“Bursaspor Çağırırsa Gelinir”
Bazı formalar vardır, bir kez giyildi mi bir ömür çıkmaz üstünden. Bazı şehirler vardır, insanı sadece doğduğu yer değil, ait olduğu yer kılar. Ertuğrul Ersoy için o yer, o forma, o renkler Bursaspor’dur.
12 yıl sonra Vakıfköy’e adım atan Ertuğrul, sadece bir futbolcu olarak değil, geçmişine, anılarına ve aidiyetine yürüyen bir adam olarak döndü o kapıdan içeri. Çocukken terini döktüğü, hayallerinin ilk kez şekil bulduğu o sahalara bu kez tecrübeyle, olgunlukla ve en önemlisi yürekten bir bağlılıkla geldi.
İmza töreninde duygusal anlar yaşandı. Yanında, hayatındaki en büyük destekçilerden biri olan eşi İpek Ersoy da vardı. Gururla, gözlerinin içi parlayarak eşlik etti Ertuğrul’a. Çünkü bu sadece bir imza değil, bir dönemeçti. Bir ailenin, bir aidiyetin ve birlikte verilen bir kararın sembolüydü.

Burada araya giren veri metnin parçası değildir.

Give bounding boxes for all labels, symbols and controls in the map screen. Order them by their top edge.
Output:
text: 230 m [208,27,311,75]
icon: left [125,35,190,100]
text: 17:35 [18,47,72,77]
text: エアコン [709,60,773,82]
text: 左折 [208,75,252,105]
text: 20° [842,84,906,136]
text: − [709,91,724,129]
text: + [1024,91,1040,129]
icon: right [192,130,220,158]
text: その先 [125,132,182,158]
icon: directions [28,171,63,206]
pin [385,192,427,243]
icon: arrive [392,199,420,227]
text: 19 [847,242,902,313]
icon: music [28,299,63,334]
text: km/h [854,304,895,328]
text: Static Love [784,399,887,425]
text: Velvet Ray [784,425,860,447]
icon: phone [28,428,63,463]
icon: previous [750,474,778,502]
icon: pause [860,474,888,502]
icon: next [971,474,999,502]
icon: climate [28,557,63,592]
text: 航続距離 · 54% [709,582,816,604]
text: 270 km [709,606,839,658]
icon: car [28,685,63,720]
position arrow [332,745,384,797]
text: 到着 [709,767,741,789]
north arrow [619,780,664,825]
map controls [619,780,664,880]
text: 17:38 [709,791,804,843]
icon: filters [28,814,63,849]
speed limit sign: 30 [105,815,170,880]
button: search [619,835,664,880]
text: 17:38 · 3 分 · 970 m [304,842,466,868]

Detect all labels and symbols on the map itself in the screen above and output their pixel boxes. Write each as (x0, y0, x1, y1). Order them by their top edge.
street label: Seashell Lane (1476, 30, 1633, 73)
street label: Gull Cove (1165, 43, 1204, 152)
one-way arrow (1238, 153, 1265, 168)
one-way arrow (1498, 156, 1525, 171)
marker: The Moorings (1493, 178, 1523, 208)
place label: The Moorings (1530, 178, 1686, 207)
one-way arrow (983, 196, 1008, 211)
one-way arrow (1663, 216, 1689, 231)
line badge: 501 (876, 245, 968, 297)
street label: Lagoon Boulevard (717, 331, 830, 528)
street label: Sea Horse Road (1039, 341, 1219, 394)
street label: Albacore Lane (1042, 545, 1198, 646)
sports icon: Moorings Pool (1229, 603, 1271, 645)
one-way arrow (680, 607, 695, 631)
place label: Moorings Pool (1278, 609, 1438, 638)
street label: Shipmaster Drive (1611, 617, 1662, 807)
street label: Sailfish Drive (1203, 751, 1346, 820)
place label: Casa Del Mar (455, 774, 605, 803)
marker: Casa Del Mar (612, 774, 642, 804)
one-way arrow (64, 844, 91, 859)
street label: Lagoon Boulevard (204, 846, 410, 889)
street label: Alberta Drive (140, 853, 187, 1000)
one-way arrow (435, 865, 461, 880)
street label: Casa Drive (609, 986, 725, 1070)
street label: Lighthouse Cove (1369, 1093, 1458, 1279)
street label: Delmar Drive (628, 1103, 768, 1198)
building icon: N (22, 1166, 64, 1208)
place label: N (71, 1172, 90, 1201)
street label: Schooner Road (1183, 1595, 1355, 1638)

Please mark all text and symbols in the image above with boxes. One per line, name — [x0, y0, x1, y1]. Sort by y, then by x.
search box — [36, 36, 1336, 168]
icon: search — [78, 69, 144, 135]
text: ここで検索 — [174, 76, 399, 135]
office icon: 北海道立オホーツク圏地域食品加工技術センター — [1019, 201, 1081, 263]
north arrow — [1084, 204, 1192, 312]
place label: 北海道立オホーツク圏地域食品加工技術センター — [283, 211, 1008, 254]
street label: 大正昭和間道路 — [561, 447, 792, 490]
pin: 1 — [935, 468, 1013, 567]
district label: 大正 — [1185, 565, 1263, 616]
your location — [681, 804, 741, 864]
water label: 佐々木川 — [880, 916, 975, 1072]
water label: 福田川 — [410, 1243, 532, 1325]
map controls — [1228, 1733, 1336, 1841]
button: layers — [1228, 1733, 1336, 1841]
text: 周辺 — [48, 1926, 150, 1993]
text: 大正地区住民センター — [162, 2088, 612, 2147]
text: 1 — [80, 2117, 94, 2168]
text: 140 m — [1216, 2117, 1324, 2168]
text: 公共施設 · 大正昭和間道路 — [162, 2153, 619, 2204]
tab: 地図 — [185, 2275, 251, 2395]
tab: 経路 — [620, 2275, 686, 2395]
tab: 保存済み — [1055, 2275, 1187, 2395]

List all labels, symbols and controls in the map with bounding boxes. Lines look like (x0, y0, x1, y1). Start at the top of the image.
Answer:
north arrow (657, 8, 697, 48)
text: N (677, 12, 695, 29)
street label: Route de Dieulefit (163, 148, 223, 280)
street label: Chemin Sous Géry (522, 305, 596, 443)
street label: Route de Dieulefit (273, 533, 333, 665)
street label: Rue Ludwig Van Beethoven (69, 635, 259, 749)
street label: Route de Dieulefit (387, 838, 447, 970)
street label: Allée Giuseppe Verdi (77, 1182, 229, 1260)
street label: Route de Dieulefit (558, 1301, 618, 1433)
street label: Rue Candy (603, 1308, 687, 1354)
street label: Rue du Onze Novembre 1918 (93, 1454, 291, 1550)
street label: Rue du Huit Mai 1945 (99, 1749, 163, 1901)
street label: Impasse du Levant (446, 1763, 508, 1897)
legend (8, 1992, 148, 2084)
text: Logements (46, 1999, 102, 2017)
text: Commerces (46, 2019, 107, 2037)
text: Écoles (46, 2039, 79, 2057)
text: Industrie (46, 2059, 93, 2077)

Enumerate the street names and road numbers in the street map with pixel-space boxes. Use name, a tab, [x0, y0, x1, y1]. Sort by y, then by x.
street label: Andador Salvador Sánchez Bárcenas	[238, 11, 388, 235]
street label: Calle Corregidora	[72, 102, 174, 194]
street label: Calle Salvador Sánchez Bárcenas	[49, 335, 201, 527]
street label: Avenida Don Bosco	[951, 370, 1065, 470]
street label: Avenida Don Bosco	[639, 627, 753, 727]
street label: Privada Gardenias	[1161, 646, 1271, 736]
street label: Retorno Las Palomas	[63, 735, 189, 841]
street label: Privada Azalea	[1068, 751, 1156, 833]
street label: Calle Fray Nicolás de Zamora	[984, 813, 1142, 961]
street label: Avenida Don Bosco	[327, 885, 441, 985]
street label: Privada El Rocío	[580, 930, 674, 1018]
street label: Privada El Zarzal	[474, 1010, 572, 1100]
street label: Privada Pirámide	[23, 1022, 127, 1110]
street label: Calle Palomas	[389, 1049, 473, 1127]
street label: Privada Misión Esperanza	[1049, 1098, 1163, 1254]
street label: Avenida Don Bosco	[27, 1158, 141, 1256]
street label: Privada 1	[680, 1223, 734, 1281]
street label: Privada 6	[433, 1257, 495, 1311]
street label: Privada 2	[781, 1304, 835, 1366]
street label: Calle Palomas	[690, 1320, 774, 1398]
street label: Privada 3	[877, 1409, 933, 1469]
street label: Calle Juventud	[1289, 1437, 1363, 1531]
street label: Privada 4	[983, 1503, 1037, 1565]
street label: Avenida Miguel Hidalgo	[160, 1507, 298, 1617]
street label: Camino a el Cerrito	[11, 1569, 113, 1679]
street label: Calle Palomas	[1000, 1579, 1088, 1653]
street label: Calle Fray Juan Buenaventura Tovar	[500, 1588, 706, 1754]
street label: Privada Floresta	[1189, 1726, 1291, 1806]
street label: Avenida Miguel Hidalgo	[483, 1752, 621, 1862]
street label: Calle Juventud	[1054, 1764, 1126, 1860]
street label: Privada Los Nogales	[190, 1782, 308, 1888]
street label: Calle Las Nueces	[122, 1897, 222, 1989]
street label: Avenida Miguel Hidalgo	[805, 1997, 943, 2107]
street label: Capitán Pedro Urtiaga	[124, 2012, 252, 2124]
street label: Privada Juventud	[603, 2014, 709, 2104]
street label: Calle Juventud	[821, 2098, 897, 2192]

“Bursaspor çağırırsa gelinir” diyordu tok ve kararlı bir sesle. Süper Lig mi, 2. Lig mi? Onun için esas olan arma, esas olan memleket, esas olan Bursaspor’du.
“İyi ki buradayım, iyi ki Bursasporluyum” derken aslında milyonların hislerine tercüman oldu. Çünkü Bursaspor’u sevmek, sadece galibiyetleri kutlamak değil; düştüğünde de yanında durabilmektir. Ve o şimdi yanında, sahada, yüreğiyle.
Ertuğrul Ersoy, bu kente ve bu camiaya sadece bir stoper olarak değil; vefa, karakter ve sadakatin temsilcisi olarak geri döndü.